GIVEN RECORDS:
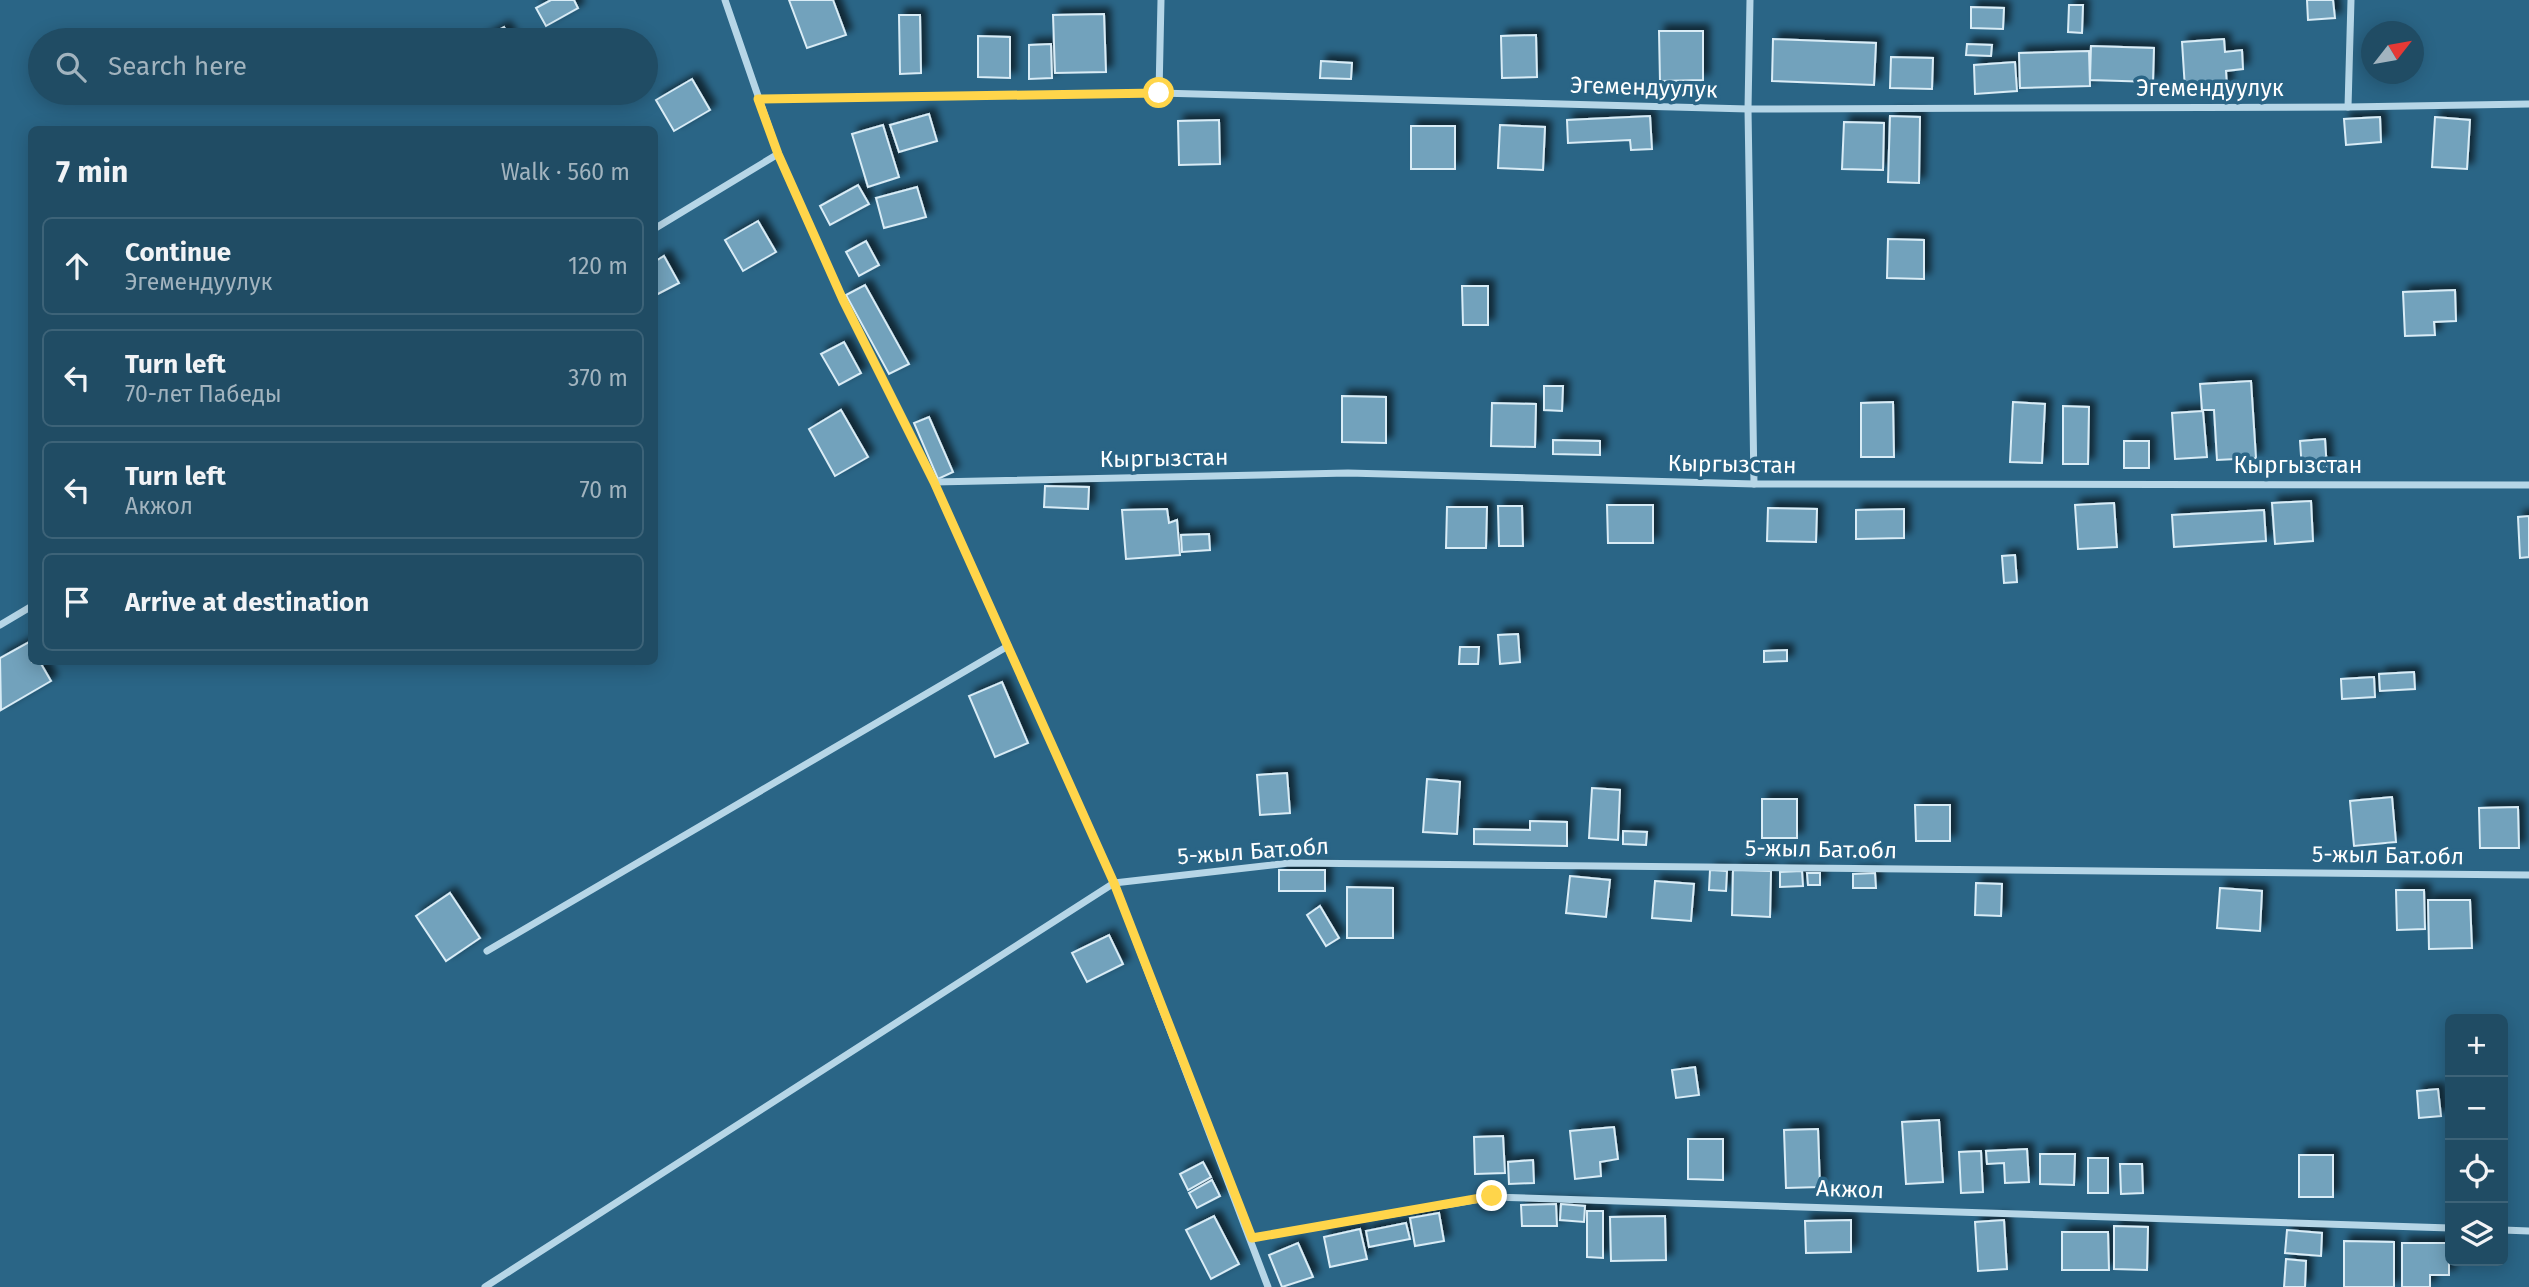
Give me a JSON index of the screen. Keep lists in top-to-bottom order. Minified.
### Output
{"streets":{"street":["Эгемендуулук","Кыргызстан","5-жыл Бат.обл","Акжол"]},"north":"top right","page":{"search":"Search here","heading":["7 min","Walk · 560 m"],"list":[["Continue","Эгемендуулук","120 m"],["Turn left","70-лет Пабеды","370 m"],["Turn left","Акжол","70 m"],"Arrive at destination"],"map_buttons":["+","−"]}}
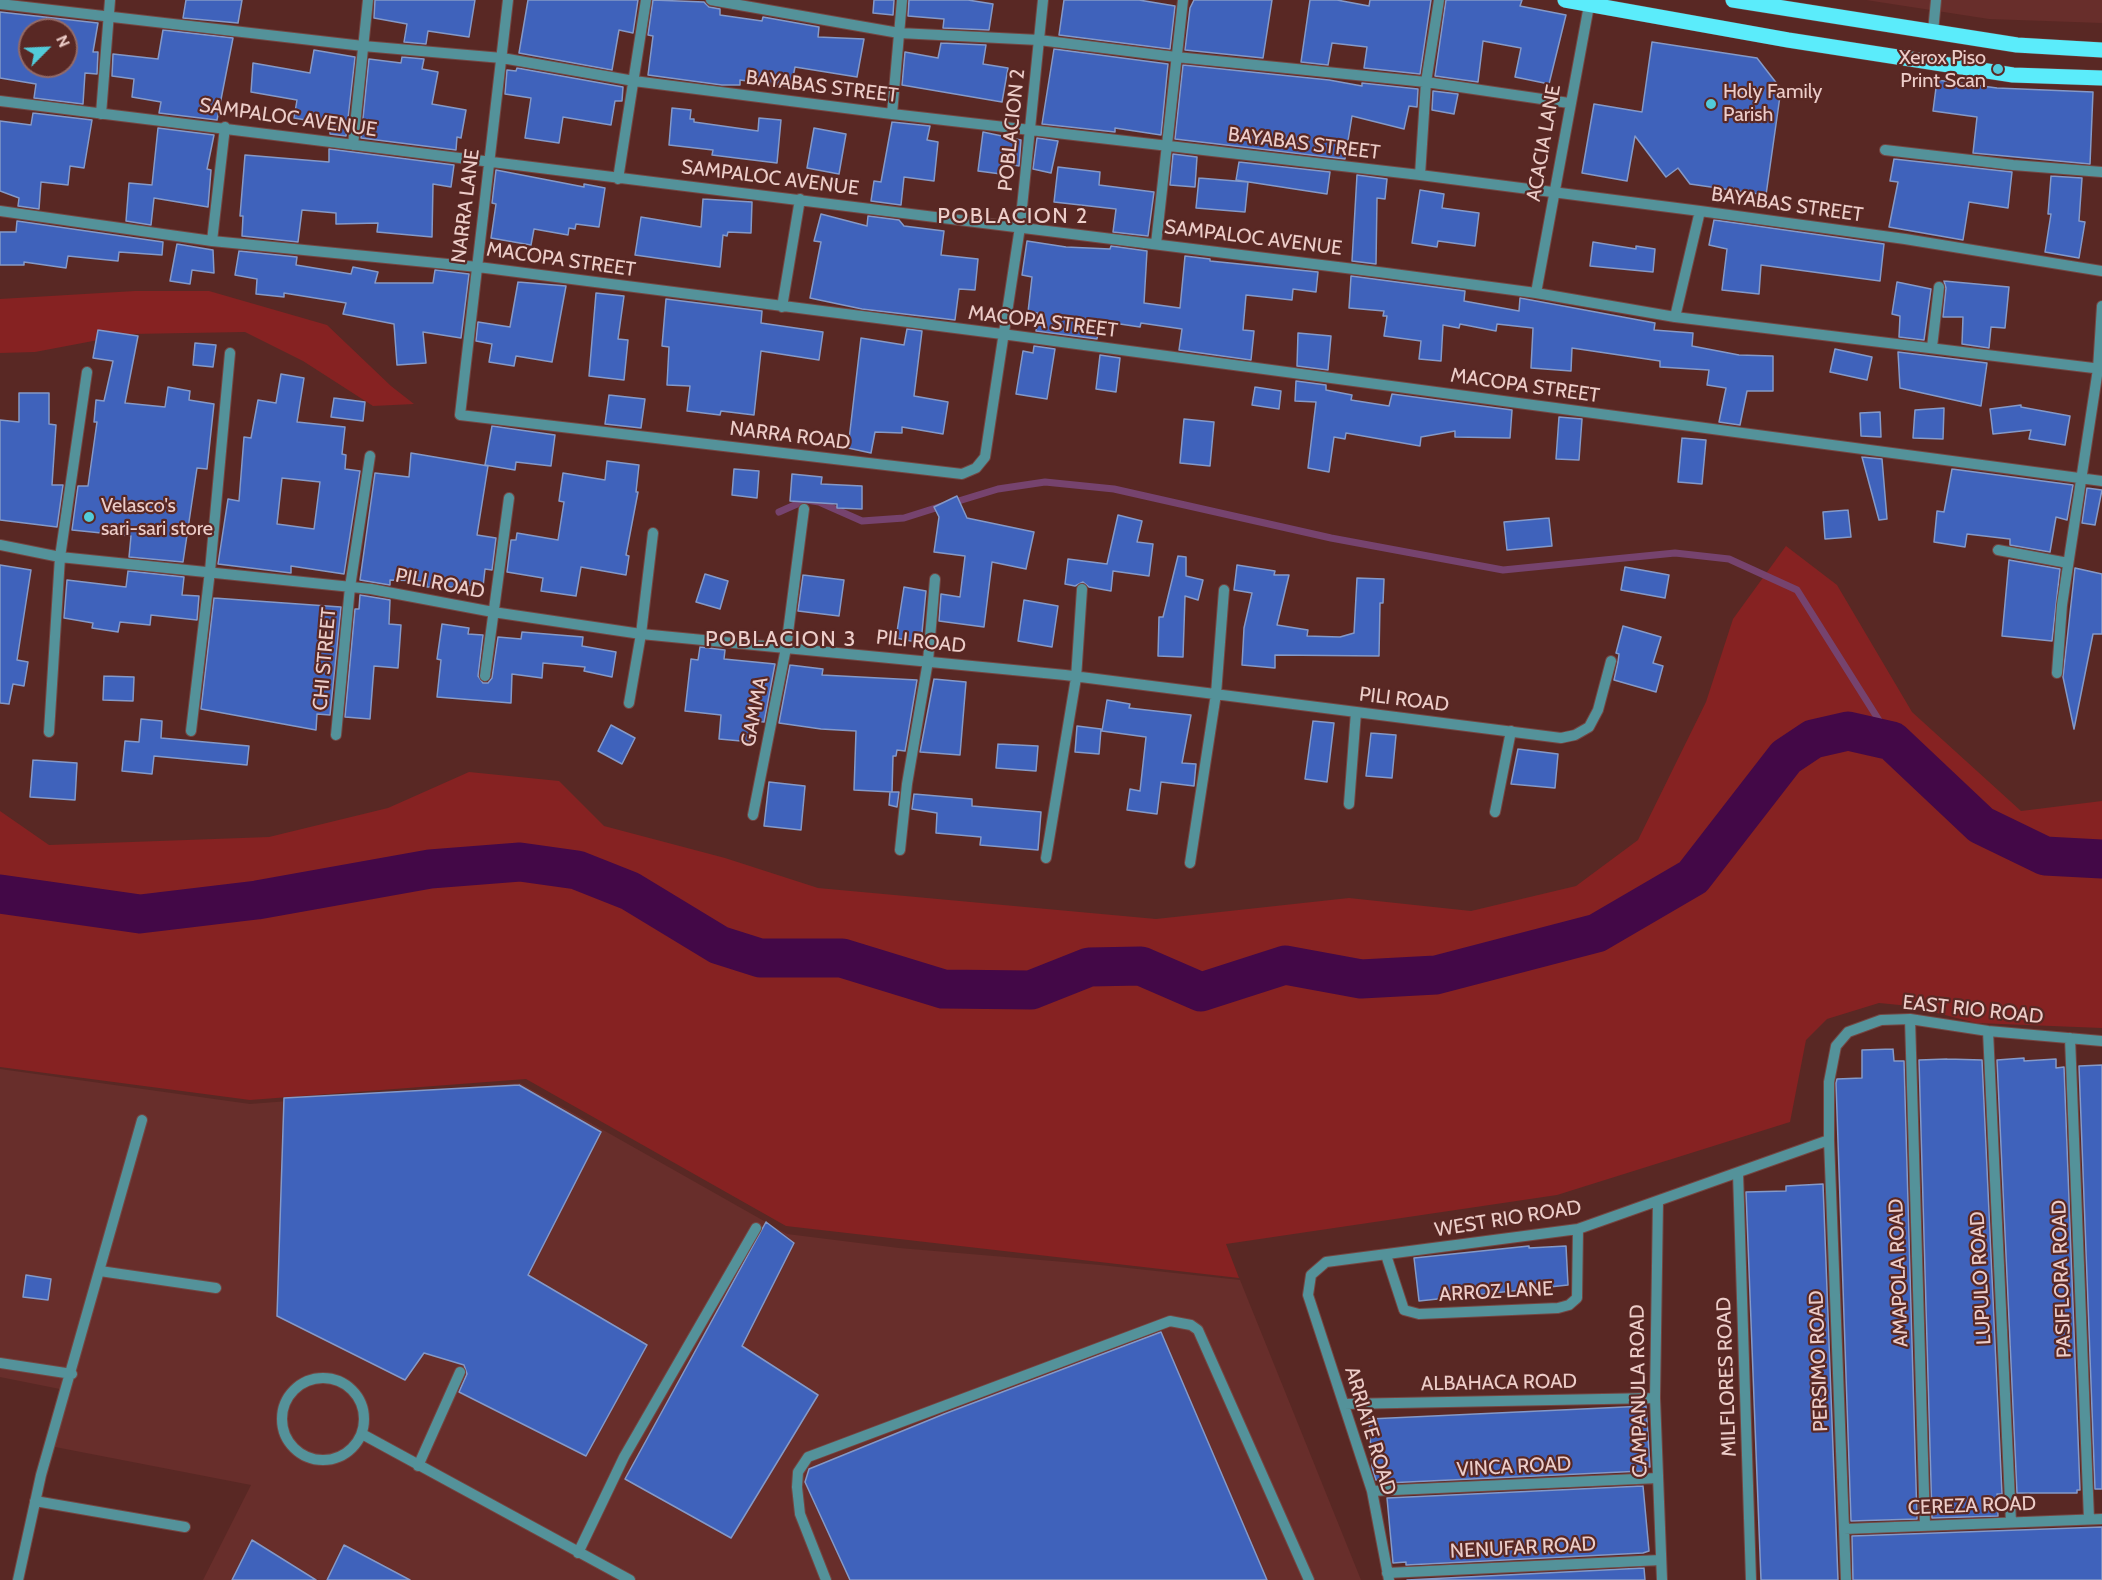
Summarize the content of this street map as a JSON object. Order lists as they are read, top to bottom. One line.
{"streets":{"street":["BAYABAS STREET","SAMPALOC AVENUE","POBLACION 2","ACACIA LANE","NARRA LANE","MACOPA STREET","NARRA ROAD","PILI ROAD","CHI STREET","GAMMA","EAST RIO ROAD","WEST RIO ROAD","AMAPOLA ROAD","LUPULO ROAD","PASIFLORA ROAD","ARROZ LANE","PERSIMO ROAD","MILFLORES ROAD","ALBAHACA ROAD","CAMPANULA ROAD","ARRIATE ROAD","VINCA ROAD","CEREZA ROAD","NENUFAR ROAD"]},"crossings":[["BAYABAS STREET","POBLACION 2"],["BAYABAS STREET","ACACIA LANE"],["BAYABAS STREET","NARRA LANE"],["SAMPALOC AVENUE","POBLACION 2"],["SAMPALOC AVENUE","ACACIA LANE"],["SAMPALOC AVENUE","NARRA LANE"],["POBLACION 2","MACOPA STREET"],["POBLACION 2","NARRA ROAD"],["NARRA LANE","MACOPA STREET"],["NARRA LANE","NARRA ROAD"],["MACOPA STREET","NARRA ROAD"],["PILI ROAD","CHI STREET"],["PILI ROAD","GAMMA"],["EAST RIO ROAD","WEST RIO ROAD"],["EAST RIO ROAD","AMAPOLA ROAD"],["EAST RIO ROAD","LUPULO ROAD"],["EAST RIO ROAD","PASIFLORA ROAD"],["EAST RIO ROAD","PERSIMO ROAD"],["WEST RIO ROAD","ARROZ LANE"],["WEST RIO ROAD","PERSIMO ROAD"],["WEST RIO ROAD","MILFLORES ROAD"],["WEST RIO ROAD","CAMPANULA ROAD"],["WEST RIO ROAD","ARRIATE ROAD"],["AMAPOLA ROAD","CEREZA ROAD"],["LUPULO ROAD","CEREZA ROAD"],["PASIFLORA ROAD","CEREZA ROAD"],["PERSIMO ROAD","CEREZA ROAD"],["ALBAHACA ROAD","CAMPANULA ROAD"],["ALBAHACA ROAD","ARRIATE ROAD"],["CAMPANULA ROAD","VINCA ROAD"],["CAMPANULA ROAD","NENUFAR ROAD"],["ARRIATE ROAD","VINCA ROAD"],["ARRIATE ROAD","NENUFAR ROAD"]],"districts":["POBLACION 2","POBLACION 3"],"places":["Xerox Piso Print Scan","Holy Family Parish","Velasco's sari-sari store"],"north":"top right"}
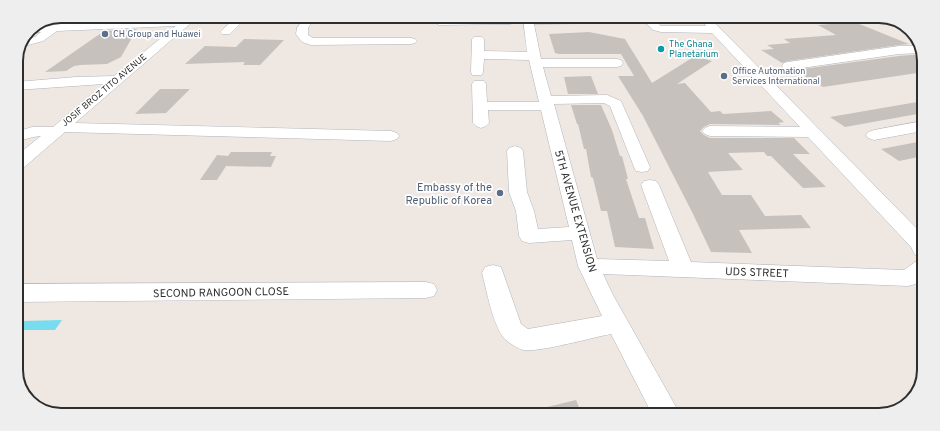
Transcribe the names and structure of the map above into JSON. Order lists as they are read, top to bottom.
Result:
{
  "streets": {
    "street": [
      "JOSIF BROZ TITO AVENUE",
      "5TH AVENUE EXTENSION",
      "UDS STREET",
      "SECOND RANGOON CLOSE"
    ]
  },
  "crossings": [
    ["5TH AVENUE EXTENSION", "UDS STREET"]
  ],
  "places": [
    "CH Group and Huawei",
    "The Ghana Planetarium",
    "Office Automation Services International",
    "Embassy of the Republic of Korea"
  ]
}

REQUIREMENT: Would you copy every line of the entries in which "they" appears?

TASK OUTPUT:
Summarize the content of this street map as a JSON object. Order lists as they are read, top to bottom. One line.
Transcribe the names and structure of the map above into JSON. Order lists as they are read, top to bottom.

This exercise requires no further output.